E non vale il discorso della serie “
a 70 anni è un miracolo che se ne escano con canzoni del genere” perché, se si trattasse di una band di trentenni scalpitanti, probabilmente si griderebbe al capolavoro assoluto.
Frank DiMino e
Punky Meadows fanno quasi un secolo e mezzo in due ma non hanno perso un grammo della loro verve “rock and rolling” in bianco-seta vestita, al di là del fatto non certo trascurabile che
Gregg Giuffria non può più essere della partita.
Al suo posto troviamo
Charlie Calv, stregone delle tastiere con un curriculum vitae negli
Shotgun Symphony, gruppo che aveva già fatto la felicità di tanti AOR-sters e melodic rock fans nella prima metà degli anni 90.

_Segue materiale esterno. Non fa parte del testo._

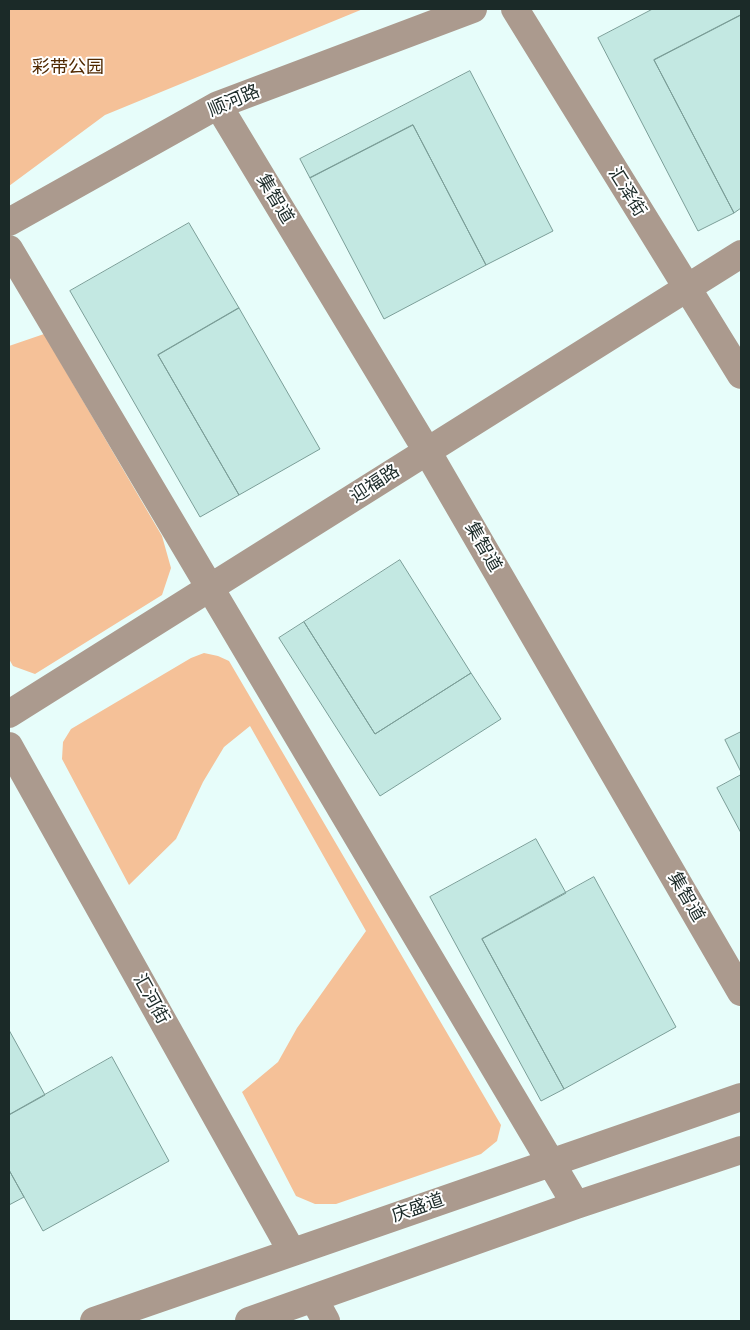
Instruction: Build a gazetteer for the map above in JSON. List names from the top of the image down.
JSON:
{
  "streets": {
    "street": [
      "顺河路",
      "汇泽街",
      "集智道",
      "迎福路",
      "汇河街",
      "庆盛道"
    ]
  },
  "crossings": [
    ["顺河路", "集智道"],
    ["汇泽街", "迎福路"],
    ["集智道", "迎福路"],
    ["汇河街", "庆盛道"]
  ],
  "parks": ["彩带公园"]
}
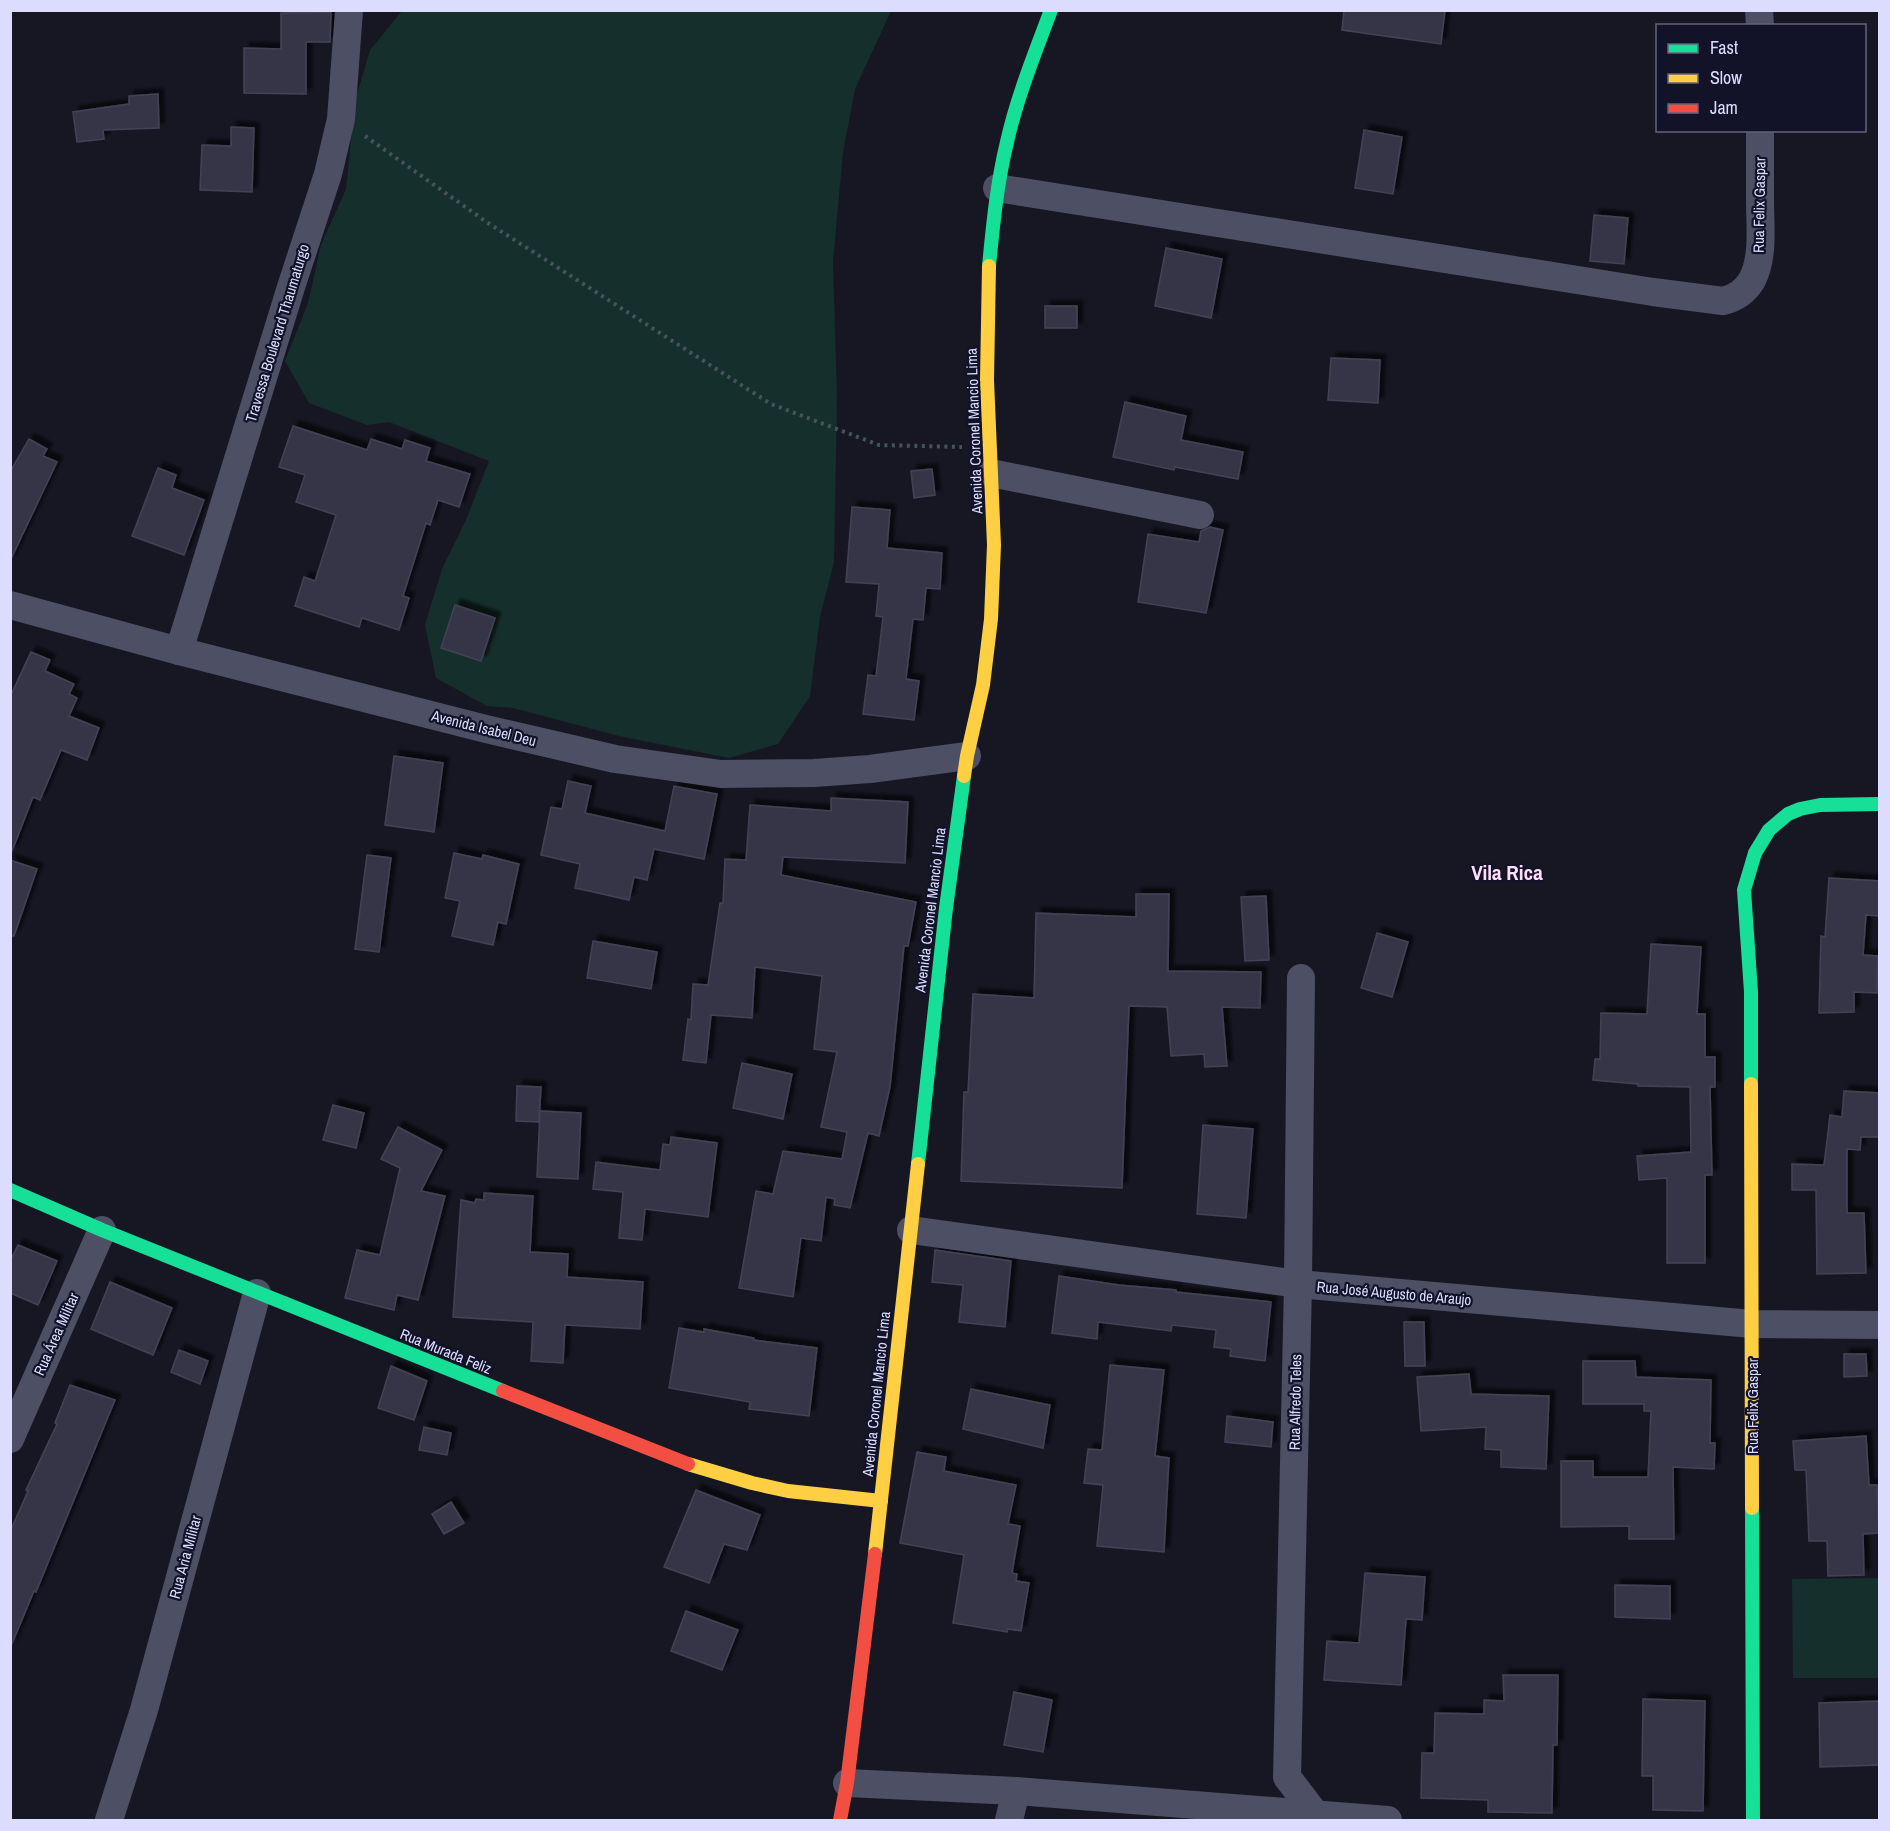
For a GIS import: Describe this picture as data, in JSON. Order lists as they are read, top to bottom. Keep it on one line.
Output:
{"streets":{"street":["Rua Felix Gaspar","Travessa Boulevard Thaumaturgo","Avenida Coronel Mancio Lima","Avenida Isabel Deu","Rua José Augusto de Araujo","Rua Área Militar","Rua Murada Feliz","Rua Alfredo Teles","Rua Aria Militar"]},"crossings":[["Rua Felix Gaspar","Avenida Coronel Mancio Lima"],["Rua Felix Gaspar","Rua José Augusto de Araujo"],["Travessa Boulevard Thaumaturgo","Avenida Isabel Deu"],["Avenida Coronel Mancio Lima","Avenida Isabel Deu"],["Avenida Coronel Mancio Lima","Rua José Augusto de Araujo"],["Avenida Coronel Mancio Lima","Rua Murada Feliz"],["Rua José Augusto de Araujo","Rua Alfredo Teles"],["Rua Área Militar","Rua Murada Feliz"],["Rua Murada Feliz","Rua Aria Militar"]],"districts":["Vila Rica"],"legend":["Fast","Slow","Jam"]}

A parte gli immarcescibili vocalist e chitarrista, il “resto della banda” è nuovo di zecca, ma il concept che sta dietro al banner Angel non risente affatto degli avvicendamenti (
Danny Farrow alla seconda sei corde,
Steve Ojane al basso,
Bill Orrico alla batteria), anche perché i pezzi sono firmati praticamente in toto dalla coppia DiMino/Meadows.
Hard rock regale, faraonico, ma contemporaneamente sempre capace di incanalare melodie fresche, vitali, oserei dire “adolescenziali” a patto di non soffermarsi sulla carta d’identità dei protagonisti. “Risen” è tutto questo, e quando parlo della spontaneità armonica di canzoni come “
Under The Gun”, “
Shot Of Your Love” o “
We Were The Wild”, mi riferisco all’agile svicolarsi da qualsiasi formula preconfezionata a cui sembrano puntare la stragrande maggioranza dei prodotti odierni.
"Risen" è un'opera lunga, ne fanno parte 17 tracce che, ad esclusione dell'intro "
Angel Theme" (courtesy of Mister Gregg Giuffria) e del fedele aggiornamento della leggendaria "
Tower", coprono in gran parte ogni sfaccettatura della breve ma gloriosa carriera del gruppo, dall'esordio omonimo allo spettacolare "
Sinful". A proposito di quest'ultimo LP, non mi nascondo nel sostenere che, almeno in una personale ed ideale graduatoria, trattasi del tipico album da isola deserta: dieci songs perfette che non mi stancherei mai di ascoltare, e che suscitano lo stesso irrefrenabile entusiasmo ad ogni passaggio. E’ un piacere, in tal proposito, imbattersi ancora nel famoso “battito di mani” da teenager di cinque decadi fa (ricordate “
L.A. Lady”?), ad accompagnare il volo pindarico del ritornello di “
Desire”, perché sembra proprio di tornare con piedi, cuore ed anima a quei tempi irripetibili.
La sostanza epica viene racchiusa nella lunga “
1975”, autocelebrativa nei contenuti lirici che raccontano l’attimo fuggente dell’epoca indicata dal titolo, “Angel”-ica nelle parti vocali di un Frank DiMino dall’ugola incredibilmente intatta, tra un “
take me back in time” ed un “
the spirit’s still alive” che provocano brividi di goduria, mista a struggente nostalgia. Charlie Calv non ha lo stesso estro creativo di Giuffria, eppure il tappeto di synth preparato per questo brano, volto ad accompagnarci in un simile e straordinario viaggio a ritroso, non fa una grinza.
Dal punto di vista temporale “Risen”, datato 2019, non sarebbe esattamente un esemplare da esporre come “trofeo” su “
DEJA-VU”; lo è invece la musica in esso contenuta.
Il voto s’intende ovviamente riferito alla discografia “omnia” degli Angel: se invece il paragone fosse legato alla stretta contemporaneità, saremmo posizionati sul massimo cum laude, accompagnato da una vigorosa stretta di mani accademica.